» What to work on
Please copy exactly the lines that run from the start of the entries to the line containing "2px #c5c4c5) drop-shadow(0", inclusive.

» Source material
━━━━━━

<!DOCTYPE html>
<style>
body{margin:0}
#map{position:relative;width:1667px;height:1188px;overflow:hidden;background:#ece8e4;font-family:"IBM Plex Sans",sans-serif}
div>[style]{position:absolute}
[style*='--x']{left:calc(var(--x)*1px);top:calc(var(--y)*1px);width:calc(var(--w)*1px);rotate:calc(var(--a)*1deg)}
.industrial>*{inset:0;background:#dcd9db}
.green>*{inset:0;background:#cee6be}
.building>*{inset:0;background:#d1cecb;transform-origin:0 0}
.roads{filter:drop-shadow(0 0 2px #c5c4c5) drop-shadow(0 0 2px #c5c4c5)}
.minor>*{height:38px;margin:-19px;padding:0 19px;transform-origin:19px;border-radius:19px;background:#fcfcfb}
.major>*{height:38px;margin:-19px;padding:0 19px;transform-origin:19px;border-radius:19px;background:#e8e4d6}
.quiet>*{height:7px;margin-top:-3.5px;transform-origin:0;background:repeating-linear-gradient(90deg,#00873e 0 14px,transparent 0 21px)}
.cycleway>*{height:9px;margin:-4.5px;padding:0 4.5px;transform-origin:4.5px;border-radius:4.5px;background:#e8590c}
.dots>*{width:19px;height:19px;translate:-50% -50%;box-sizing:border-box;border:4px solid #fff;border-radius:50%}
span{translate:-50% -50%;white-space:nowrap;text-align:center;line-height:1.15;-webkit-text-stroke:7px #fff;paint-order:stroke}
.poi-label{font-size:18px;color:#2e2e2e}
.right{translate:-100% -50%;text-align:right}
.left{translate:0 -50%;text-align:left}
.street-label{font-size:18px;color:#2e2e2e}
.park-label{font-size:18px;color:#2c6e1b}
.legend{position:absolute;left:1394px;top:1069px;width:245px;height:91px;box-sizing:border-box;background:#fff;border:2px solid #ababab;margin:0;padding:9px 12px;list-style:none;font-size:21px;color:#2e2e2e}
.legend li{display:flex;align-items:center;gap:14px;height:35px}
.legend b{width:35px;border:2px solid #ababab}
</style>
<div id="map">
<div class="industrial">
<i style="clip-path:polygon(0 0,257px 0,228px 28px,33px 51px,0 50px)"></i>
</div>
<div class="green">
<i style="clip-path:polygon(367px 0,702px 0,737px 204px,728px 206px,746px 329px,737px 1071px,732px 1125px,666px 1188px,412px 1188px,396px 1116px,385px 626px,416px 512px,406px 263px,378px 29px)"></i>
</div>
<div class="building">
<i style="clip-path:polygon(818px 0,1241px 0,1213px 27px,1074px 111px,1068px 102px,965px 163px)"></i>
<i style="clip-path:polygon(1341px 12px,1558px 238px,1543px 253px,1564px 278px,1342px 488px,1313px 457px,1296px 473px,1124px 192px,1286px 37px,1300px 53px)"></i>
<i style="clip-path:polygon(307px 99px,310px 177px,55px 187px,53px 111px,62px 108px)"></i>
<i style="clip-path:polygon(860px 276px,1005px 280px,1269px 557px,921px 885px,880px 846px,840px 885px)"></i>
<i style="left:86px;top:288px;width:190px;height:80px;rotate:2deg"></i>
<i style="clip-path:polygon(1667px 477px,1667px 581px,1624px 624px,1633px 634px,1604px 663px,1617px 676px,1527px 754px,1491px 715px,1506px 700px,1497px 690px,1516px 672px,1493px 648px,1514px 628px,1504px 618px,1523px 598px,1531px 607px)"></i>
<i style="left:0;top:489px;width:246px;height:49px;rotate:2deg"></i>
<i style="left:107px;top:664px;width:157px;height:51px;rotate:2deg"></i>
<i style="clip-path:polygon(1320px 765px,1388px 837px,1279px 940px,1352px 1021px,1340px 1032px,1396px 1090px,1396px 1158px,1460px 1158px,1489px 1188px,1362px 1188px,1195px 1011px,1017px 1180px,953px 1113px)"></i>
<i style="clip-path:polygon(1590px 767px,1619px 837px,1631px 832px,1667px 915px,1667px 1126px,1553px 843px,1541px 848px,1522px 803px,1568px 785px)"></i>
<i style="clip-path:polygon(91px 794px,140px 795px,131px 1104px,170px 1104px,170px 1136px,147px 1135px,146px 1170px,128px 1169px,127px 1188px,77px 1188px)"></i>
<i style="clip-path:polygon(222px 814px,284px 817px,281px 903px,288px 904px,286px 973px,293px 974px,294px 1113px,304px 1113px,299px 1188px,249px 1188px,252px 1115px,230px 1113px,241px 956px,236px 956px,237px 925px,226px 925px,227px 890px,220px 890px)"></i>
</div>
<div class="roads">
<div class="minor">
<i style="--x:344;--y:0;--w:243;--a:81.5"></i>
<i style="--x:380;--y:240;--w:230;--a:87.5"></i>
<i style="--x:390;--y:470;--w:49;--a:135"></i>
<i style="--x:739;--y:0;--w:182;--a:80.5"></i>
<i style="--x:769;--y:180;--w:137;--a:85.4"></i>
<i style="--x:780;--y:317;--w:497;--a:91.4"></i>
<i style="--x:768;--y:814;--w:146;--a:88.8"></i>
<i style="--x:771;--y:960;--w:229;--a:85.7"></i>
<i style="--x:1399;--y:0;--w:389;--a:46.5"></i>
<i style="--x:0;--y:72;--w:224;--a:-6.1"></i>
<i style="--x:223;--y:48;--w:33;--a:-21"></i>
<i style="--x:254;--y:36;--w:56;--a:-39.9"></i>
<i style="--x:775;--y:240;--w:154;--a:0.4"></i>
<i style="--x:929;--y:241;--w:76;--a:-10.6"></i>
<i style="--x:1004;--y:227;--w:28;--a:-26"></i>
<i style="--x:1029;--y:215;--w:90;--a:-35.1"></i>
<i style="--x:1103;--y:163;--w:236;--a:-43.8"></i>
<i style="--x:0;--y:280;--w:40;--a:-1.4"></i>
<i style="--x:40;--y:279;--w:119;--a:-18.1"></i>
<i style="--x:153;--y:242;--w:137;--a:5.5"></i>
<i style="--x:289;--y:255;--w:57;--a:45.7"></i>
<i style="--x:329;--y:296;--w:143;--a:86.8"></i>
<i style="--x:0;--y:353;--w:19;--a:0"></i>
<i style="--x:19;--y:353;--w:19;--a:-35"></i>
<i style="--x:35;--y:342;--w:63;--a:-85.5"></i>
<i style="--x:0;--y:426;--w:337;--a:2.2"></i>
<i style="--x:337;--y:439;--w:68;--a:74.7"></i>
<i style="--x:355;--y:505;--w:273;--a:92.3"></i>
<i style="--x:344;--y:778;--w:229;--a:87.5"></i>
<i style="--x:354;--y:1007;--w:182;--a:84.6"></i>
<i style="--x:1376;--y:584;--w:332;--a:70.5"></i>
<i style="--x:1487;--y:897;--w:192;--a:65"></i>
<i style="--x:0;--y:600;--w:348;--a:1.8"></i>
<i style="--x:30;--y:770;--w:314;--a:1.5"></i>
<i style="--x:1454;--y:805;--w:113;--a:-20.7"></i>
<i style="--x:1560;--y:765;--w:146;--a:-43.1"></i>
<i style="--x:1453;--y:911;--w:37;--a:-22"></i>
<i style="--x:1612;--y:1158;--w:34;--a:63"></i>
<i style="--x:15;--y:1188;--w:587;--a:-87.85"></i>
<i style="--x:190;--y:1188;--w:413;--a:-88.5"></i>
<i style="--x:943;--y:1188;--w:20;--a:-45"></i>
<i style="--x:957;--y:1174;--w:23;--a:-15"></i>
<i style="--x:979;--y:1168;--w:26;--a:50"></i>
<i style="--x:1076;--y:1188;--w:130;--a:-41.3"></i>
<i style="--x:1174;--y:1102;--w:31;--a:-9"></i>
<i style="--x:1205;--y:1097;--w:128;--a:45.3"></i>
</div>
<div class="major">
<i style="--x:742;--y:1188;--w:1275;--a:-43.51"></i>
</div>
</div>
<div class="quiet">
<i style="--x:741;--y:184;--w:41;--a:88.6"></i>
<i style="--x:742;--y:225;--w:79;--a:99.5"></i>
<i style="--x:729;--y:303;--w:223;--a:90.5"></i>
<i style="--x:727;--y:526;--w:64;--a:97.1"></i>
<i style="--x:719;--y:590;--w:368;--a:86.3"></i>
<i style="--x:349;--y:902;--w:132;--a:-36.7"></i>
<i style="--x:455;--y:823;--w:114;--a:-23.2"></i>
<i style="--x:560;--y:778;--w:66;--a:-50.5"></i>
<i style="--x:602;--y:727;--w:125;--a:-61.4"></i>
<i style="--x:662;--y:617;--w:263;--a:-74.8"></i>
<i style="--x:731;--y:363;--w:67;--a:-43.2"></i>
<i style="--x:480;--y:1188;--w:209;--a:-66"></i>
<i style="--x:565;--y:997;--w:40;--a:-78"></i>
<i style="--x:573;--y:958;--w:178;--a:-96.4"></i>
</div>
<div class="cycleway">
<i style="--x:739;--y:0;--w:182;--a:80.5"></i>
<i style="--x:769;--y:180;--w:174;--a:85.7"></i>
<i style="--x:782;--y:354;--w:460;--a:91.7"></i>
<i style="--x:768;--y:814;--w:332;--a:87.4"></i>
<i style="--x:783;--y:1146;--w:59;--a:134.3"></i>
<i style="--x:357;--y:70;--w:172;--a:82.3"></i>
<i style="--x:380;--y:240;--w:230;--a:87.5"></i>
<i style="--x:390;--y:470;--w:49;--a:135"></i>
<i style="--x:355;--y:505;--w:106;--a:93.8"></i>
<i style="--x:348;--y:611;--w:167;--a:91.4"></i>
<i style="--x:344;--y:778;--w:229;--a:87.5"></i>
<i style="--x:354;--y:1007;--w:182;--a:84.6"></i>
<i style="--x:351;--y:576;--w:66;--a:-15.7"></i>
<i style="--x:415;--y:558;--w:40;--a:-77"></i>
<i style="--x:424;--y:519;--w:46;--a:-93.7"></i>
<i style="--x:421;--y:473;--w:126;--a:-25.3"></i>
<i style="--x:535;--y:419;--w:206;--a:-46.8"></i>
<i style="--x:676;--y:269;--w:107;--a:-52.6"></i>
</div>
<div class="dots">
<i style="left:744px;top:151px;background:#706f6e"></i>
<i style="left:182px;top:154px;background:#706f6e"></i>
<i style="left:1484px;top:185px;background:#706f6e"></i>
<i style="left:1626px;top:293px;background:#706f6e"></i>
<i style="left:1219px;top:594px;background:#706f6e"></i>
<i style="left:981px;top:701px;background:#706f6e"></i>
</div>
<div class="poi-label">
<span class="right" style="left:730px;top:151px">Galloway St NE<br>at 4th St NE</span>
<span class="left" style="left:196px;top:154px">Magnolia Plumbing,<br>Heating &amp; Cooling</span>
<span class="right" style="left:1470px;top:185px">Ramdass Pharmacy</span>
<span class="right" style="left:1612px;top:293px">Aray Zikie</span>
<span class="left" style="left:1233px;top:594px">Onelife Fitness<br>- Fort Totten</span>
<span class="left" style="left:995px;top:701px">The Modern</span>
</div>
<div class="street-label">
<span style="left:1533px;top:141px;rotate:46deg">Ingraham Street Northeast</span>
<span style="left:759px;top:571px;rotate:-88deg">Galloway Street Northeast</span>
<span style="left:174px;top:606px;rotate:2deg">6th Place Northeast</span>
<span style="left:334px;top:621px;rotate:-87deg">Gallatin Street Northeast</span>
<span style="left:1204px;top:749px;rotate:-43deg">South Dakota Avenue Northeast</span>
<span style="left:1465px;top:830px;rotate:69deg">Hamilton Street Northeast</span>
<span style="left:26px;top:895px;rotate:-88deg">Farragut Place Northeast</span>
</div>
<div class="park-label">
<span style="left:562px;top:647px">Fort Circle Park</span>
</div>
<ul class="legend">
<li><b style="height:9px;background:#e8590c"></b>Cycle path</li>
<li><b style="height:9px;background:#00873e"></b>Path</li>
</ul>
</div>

━━━━━━

» Written answer
<!DOCTYPE html>
<style>
body{margin:0}
#map{position:relative;width:1667px;height:1188px;overflow:hidden;background:#ece8e4;font-family:"IBM Plex Sans",sans-serif}
div>[style]{position:absolute}
[style*='--x']{left:calc(var(--x)*1px);top:calc(var(--y)*1px);width:calc(var(--w)*1px);rotate:calc(var(--a)*1deg)}
.industrial>*{inset:0;background:#dcd9db}
.green>*{inset:0;background:#cee6be}
.building>*{inset:0;background:#d1cecb;transform-origin:0 0}
.roads{filter:drop-shadow(0 0 2px #c5c4c5) drop-shadow(0 0 2px #c5c4c5)}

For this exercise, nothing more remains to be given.